The men-are-boys relationships are cuddled, then curdled, by their significant others. Ronny, a recovering gambler, lives with sexy and smart girlfriend Beth (Jennifer Connelly), a up-and-coming chef, but he has trouble popping a marriage proposal, despite Nick’s encouragement. Nick is apparently happy with wife Geneva (Winona Ryder), until Ronny discovers her avidly smooching Zip (Channing Tatum), a tattooed dolt, while scouting out the botanical gardens for the perfect spot to ask Beth for her hand in marriage. Ulcers spread as Ronny holds the distasteful information from his buddy so Nick can concentrate on the impending business deal with Chrysler. As Ronny turns amateur private eye to try and right the wrong side of the manipulative, trampy Geneva and save his friend’s marriage, Nick, Beth, et al, believe Ronny has fallen off the gambler’s wagon and intervention is required. The wayward boys don’t seem to be spending much time on their business, but in this fractured fairy tale, that would not seem to matter as the nearly two-hour feature finally stumbles to a close. Queen Latifah’s side plot as a wacky corporate executive and their Detroit go-between adds to the film’s discomfort level.
The only funny gag in this semi-serious work is when Ronny asks, metaphorically, his sister Diane (Amy Morton) about infidelity, which she mistakenly believes to be about her marriage. The repercussions provide the few moments of hilarity in a film that basically is a witches brew of screwed-up relationships.

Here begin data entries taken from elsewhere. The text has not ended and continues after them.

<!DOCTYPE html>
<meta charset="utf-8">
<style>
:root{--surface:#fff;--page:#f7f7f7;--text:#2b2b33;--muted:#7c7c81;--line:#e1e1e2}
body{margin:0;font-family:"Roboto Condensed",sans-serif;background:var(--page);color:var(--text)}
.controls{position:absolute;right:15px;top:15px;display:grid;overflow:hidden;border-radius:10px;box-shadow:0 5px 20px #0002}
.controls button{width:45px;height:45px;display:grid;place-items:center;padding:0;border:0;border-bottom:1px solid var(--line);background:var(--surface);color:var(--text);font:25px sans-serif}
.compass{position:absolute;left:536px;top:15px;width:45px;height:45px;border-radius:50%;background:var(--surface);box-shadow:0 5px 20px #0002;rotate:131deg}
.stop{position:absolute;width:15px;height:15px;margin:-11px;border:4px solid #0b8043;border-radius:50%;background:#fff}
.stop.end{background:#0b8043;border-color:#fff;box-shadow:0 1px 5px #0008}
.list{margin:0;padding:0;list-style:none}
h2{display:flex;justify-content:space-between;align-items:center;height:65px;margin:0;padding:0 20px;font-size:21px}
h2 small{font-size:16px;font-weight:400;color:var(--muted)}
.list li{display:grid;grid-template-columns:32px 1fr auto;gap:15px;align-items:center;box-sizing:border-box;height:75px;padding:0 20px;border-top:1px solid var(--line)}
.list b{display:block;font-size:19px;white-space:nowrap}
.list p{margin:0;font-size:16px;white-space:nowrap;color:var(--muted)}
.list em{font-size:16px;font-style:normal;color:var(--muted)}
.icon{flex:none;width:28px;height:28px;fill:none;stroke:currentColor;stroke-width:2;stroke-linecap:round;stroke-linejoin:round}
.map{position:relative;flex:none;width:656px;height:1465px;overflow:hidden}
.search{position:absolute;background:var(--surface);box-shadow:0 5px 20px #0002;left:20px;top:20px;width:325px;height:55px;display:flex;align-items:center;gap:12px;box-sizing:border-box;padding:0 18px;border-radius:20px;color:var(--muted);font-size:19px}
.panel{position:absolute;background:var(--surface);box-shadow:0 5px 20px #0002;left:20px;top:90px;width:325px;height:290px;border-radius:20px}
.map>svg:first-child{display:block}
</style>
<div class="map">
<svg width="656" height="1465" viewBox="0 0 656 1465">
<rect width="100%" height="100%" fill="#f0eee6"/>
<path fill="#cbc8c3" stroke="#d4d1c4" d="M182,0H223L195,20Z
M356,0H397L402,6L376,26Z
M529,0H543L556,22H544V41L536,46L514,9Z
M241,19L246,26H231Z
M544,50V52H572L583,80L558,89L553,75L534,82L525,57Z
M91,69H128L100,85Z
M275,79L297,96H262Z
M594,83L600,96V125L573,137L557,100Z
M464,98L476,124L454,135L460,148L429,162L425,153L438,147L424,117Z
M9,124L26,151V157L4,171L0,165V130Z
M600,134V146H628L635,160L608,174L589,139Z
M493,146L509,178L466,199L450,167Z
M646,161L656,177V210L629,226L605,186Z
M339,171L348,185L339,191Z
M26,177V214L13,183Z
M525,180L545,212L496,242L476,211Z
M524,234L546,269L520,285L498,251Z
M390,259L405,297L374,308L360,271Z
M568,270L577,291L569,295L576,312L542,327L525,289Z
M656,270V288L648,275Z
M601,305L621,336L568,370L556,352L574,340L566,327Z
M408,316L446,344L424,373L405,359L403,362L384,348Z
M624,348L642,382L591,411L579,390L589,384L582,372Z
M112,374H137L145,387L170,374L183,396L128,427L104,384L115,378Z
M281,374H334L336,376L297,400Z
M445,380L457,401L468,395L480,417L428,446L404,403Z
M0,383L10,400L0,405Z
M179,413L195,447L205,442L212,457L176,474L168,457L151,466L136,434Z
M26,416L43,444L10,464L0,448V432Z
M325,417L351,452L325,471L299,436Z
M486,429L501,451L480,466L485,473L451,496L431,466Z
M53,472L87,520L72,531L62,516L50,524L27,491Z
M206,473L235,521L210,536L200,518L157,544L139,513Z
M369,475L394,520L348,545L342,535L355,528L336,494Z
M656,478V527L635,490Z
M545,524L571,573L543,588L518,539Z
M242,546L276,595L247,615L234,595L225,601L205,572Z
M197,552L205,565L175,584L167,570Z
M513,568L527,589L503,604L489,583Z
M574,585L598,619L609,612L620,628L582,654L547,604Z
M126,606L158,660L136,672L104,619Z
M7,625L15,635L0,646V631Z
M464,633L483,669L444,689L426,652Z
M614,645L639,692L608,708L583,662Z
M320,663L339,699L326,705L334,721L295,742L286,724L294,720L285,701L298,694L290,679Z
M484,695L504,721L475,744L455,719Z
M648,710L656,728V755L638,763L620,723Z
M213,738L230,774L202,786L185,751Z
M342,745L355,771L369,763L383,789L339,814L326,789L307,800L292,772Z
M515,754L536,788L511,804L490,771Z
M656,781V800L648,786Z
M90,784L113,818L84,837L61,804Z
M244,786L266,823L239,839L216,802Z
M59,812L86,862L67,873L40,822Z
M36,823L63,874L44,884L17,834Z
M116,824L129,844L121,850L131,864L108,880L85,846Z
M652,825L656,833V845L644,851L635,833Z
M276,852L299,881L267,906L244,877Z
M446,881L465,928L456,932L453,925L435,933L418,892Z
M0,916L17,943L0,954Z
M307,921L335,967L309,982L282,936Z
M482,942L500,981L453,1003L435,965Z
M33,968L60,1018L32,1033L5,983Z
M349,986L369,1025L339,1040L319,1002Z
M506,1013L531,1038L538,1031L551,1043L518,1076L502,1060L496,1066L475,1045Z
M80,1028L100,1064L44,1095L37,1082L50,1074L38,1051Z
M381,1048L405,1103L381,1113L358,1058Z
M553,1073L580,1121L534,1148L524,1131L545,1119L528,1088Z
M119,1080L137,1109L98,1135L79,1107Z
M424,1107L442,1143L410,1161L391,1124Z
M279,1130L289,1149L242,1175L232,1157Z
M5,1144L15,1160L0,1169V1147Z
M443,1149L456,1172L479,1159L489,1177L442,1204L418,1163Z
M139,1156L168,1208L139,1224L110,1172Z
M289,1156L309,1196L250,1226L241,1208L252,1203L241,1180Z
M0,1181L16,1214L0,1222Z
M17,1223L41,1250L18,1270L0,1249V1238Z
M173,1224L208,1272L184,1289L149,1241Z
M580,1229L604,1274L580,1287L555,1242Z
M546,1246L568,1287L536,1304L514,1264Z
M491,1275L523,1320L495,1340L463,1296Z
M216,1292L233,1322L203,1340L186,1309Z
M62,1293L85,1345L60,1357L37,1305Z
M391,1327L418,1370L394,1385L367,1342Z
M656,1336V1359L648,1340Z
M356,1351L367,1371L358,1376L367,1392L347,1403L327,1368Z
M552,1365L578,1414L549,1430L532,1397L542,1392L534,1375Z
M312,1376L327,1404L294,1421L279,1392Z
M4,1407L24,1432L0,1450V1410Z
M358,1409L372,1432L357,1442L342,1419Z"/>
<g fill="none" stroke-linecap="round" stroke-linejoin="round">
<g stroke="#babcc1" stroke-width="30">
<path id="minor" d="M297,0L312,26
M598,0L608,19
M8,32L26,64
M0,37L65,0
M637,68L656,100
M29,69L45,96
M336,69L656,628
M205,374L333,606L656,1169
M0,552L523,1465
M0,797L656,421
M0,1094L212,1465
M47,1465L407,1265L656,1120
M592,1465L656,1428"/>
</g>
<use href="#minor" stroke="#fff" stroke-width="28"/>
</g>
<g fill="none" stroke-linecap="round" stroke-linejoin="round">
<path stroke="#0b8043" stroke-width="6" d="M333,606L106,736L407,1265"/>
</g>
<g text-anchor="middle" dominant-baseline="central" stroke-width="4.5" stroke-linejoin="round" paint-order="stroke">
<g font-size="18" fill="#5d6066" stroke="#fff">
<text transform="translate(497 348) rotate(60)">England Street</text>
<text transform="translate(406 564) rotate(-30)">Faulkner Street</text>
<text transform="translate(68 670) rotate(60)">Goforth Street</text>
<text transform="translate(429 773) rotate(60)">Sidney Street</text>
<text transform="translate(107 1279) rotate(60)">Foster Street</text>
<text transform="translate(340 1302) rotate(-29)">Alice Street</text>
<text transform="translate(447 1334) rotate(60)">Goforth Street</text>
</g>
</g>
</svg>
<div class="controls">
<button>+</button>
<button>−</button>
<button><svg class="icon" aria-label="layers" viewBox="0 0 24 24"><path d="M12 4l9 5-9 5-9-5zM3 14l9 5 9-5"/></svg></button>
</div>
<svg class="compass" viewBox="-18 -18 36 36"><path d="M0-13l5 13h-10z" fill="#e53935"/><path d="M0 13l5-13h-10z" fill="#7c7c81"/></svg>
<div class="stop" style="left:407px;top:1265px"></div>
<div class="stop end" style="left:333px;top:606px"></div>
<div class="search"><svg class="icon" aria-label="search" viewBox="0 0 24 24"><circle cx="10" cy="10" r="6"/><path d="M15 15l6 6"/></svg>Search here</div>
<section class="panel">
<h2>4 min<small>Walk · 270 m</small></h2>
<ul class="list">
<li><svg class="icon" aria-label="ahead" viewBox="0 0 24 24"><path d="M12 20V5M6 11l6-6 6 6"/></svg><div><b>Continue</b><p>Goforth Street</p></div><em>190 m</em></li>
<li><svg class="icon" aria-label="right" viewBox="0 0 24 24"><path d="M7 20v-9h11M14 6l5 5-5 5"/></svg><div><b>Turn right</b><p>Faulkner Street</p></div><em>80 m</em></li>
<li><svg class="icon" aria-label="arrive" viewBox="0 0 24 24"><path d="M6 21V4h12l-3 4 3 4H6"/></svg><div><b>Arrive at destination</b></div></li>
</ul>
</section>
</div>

It has been more than a few decades since Ron Howard, who has brought forth some fine comedies like “Gung Ho,” “Parenthood,” and “Night Shift,” has ventured back into the genre. Thrillers (Dan Brown’s “The Da Vinci Code” and “Angels & Demons”) and Academy Award calibre dramas (“Frost/Nixon,” “A Beautiful Mind”) have been his mainstay through the first part of the 21st century. Maybe he needed something like “The Dilemma” to try and rinse the rust off his comedic reins, but there’s a creakiness showing and that may be why the film’s being tossed into the movie-going dredgedom known as January.
The only mark of inventive direction here are a half-dozen visual tricks that embellish a character’s lies as representational truth. This first happens when Ronny fibs to Beth about the poison plant pockmarks he received while tumbling at the botanical gardens from witnessing Geneva’s infidelity (where he was escorted by Herbert Trimpy, a groundskeeper played by Clint Howard, Ron’s brother, whose has appeared in many of his sibling’s films). Ronny ad libs that the pustules on his face and arm were caused by “street plants,” which Howard playfully shows the audience in a few film frames of stretched truth.
Sadly, there’s an ominous ugliness to the venture as written by Allan Loeb, perhaps some of the leftover smarminess from his script for last year’s “Wall Street: Money Never Sleeps.” So much anger in such a light comedy will not please audiences no matter what season this film finds itself struggling for an audience. In the middle of the movie, 3 DVDs are shown on the kitchen table in Ronny and Beth’s apartment: “The Breakfast Club,” “Sixteen Candles,” and “Weird Science.” The best advice is to pick any of those over watching the Tums-popping “The Dilemma.”